Overcoming chemotherapy resistance in patients (pts) with chemotherapy-failure, castration-resistant prostate cancer (CRPC) with sorafenib.

127 Background: SOR is an oral multi kinase inhibitor that promotes apoptosis through downstream pathways that can be deregulated in CRPC leading to chemotherapy resistance. We hypothesized that SOR Could overcome chemotherapy resistance in non-responders or in those who progress shortly after stopping chemotherapy.
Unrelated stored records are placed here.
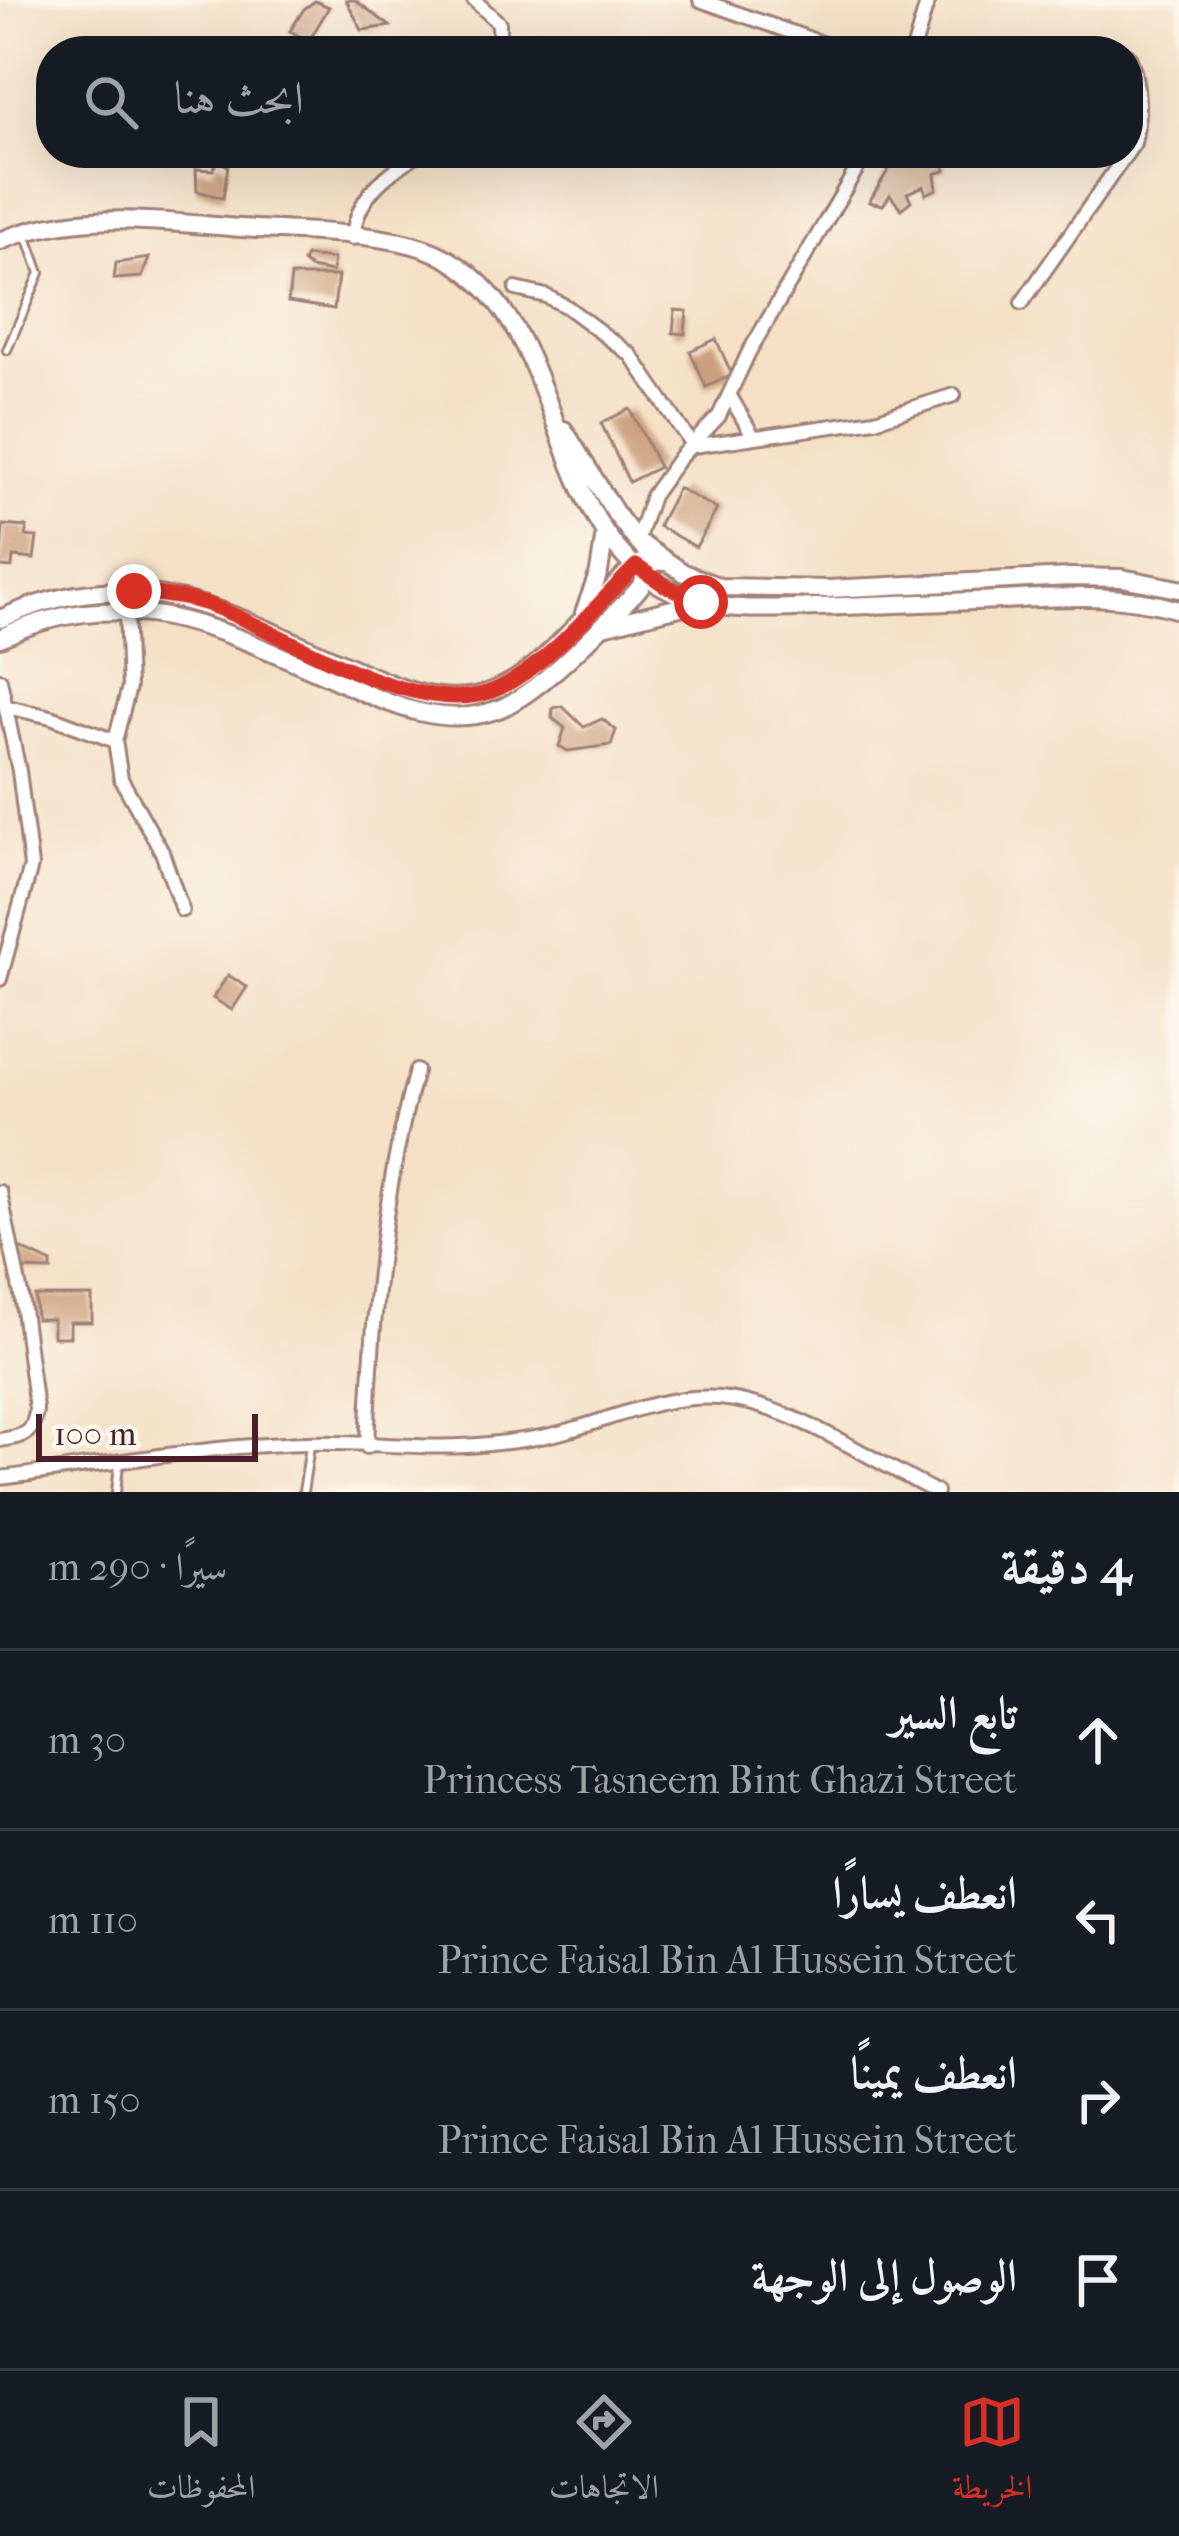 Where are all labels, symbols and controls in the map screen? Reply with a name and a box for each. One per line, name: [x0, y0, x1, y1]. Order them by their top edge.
search box: [36, 36, 1143, 168]
icon: search: [78, 69, 144, 135]
text: ابحث هنا: [174, 72, 304, 125]
route end: [107, 564, 161, 618]
route start: [674, 575, 728, 629]
scale bar: [36, 1408, 258, 1461]
text: 100 m: [54, 1415, 137, 1454]
text: 4 دقيقة: [1001, 1536, 1131, 1596]
text: سيرًا · 290 m: [48, 1544, 227, 1590]
text: تابع السير: [890, 1687, 1017, 1740]
icon: ahead: [1065, 1707, 1131, 1773]
text: 30 m: [48, 1717, 126, 1763]
text: Princess Tasneem Bint Ghazi Street: [423, 1757, 1017, 1803]
text: انعطف يسارًا: [833, 1867, 1017, 1920]
icon: left: [1065, 1887, 1131, 1953]
text: 110 m: [48, 1897, 138, 1943]
text: Prince Faisal Bin Al Hussein Street: [438, 1937, 1017, 1983]
text: انعطف يمينًا: [851, 2047, 1017, 2100]
icon: right: [1065, 2067, 1131, 2133]
text: 150 m: [48, 2077, 141, 2123]
text: Prince Faisal Bin Al Hussein Street: [438, 2117, 1017, 2163]
icon: arrive: [1065, 2247, 1131, 2313]
text: الوصول إلى الوجهة: [751, 2250, 1017, 2303]
tab: المحفوظات: [147, 2389, 255, 2519]
tab: الاتجاهات: [549, 2389, 659, 2519]
tab: الخريطة: [952, 2389, 1032, 2519]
METHODS Eligible pts were those who progressed while receiving chemotherapy [docetaxel (D) or mitoxantrone (M)] or within 12 weeks from stopping it. Pts were then continued or resumed on their last chemotherapy with the addition of SOR at 400 mg PO BID. Pts were allowed a maximum of 6 cycles of chemotherapy +SOR followed by SOR as monotherapy until progression. Primary end point: Safety of SOR+ chemotherapy. Secondary end points: Toxicity, time to progression (TTP). And responses (biochemical and radiographic) Results: Twenty-two pts were enrolled; 21 evaluable (73% Gleason ≥ 7). Median age was 68 (59-83). Median PSA was 142 ng/dl (13.6-9,584). Median time from last chemotherapy to SOR was 4 weeks. Visceral and bone disease was present in 64%. D was given in 16 pts while M in 6. Ten pts (45%) showed biochemical response (18% with >50% PSA decline). Despite progression before being on study, 16 pts (76%) achieved SD after starting SOR for a median duration of 6 months (4-12). The combination of SOR with either chemotherapy agent proved safe. Main grade 3/4 non-hematologic toxicities: Fatigue 7 (32%), 4 (18%) hand/foot syndrome, hypocalcemia and hyperglycemia in 2 pts (9%) each. Grade 3/4 leukopenia was seen in 7 (31%), neutropenia in 6 (27%), and thrombocytopenia in 2 (9%). Dose reduction of SOR occurred at least once in 15 pts (68%). Major reasons are hand/foot syndrome (22%), fatigue (22%), rash (13%), and neutropenia (9%). With a median follow-up of 19 months (3-46), 5 pts (23%) remain alive for a median OS of 8 months. TTP by PSA was 3 months (2-6) and TTP by imaging and/or clinically was 6 months (2-12). Median number of treatment cycles given was 6 (1-10). CONCLUSIONS SOR can safely be combined with chemotherapy. SOR overcomes chemotherapy-resistance and shows biochemical and radiographic stability in this refractory pt population.